● **PROMPT**:
Scan the entries below and report only how many lines contain "streets".

>>>

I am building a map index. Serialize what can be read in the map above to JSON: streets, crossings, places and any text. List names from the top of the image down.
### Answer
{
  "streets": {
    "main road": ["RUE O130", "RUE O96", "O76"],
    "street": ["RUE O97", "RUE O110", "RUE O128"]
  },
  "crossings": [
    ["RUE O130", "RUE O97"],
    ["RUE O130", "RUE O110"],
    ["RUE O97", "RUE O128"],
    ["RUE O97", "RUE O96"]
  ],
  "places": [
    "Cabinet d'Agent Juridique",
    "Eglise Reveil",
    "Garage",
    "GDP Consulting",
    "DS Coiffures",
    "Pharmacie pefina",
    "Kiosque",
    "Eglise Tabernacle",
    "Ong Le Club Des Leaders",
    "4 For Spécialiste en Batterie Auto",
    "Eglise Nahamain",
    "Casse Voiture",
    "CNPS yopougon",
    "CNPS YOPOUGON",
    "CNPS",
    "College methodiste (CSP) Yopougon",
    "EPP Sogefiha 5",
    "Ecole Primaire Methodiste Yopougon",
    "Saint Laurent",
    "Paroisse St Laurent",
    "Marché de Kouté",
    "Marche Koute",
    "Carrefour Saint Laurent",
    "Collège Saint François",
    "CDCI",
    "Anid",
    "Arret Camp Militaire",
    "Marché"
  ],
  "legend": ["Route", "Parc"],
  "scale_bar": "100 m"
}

<<<

● **ANSWER AREA**:
2